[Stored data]
****************************************

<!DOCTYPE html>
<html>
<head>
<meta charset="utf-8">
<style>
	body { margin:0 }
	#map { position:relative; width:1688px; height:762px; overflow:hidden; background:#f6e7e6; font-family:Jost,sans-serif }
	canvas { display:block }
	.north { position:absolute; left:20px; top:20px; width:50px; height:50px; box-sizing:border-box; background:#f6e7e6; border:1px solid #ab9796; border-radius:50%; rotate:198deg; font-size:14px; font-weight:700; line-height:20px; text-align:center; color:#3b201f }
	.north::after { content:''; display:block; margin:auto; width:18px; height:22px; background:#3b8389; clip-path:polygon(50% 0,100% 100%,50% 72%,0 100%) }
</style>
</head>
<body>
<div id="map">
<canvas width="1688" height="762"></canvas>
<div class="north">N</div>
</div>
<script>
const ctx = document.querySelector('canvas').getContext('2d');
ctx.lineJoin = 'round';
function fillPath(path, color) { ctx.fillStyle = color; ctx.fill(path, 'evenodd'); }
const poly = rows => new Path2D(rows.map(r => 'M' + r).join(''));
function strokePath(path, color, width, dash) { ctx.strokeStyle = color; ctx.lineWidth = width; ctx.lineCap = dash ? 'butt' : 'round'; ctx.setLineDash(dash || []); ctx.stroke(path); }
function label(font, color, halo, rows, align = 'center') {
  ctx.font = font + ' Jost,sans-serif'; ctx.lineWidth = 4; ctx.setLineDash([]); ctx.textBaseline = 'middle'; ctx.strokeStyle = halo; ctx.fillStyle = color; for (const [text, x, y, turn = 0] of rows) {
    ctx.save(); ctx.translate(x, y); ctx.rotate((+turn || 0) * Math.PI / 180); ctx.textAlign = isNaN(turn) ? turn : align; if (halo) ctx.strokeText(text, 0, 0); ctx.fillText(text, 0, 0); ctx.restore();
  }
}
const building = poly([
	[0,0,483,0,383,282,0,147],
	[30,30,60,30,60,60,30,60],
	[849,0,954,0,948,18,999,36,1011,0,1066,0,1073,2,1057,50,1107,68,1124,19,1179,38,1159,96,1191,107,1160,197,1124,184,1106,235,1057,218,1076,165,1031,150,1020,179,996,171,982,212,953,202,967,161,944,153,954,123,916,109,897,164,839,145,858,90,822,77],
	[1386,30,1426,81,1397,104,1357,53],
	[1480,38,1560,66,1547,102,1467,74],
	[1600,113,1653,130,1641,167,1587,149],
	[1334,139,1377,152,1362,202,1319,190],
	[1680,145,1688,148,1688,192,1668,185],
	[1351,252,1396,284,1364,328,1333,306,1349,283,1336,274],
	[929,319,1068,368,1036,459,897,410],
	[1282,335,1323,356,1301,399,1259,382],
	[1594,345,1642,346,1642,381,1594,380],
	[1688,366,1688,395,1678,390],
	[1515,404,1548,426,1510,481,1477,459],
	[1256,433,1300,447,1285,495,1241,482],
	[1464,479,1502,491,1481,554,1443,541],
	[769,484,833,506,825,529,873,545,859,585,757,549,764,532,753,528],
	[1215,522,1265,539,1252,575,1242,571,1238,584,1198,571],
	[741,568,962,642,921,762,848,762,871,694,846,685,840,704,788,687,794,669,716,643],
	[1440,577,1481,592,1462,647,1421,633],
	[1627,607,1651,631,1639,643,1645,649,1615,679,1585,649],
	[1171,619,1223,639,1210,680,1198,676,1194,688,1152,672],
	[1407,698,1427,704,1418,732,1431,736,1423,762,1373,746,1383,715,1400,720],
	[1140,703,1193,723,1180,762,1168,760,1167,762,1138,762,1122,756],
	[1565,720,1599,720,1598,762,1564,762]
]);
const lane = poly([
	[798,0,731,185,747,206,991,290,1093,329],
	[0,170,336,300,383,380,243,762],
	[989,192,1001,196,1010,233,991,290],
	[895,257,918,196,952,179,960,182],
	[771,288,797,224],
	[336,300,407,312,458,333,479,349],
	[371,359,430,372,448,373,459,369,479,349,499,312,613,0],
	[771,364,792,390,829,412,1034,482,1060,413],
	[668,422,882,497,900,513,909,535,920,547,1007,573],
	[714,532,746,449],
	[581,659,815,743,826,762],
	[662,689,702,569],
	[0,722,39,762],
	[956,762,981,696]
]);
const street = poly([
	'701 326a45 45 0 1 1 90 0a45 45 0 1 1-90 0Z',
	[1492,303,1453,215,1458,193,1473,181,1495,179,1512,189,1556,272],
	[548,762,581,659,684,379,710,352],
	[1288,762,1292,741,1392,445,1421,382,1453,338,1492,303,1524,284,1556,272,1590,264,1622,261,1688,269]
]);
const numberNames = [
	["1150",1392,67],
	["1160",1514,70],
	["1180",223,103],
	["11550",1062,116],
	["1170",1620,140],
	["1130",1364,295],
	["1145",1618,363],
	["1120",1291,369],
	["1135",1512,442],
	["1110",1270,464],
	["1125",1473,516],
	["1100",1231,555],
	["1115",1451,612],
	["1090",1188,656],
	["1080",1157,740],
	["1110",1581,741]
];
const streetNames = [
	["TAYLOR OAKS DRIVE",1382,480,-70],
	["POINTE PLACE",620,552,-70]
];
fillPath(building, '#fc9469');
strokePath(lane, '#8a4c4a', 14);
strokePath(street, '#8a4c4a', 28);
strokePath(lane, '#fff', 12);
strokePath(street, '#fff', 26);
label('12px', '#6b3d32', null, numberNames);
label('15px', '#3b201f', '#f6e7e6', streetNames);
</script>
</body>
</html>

****************************************

*Instructions to follow*
Where a line above holds the string "strokeStyle", show that line.

*Answer to this task*
function strokePath(path, color, width, dash) { ctx.strokeStyle = color; ctx.lineWidth = width; ctx.lineCap = dash ? 'butt' : 'round'; ctx.setLineDash(dash || []); ctx.stroke(path); }
  ctx.font = font + ' Jost,sans-serif'; ctx.lineWidth = 4; ctx.setLineDash([]); ctx.textBaseline = 'middle'; ctx.strokeStyle = halo; ctx.fillStyle = color; for (const [text, x, y, turn = 0] of rows) {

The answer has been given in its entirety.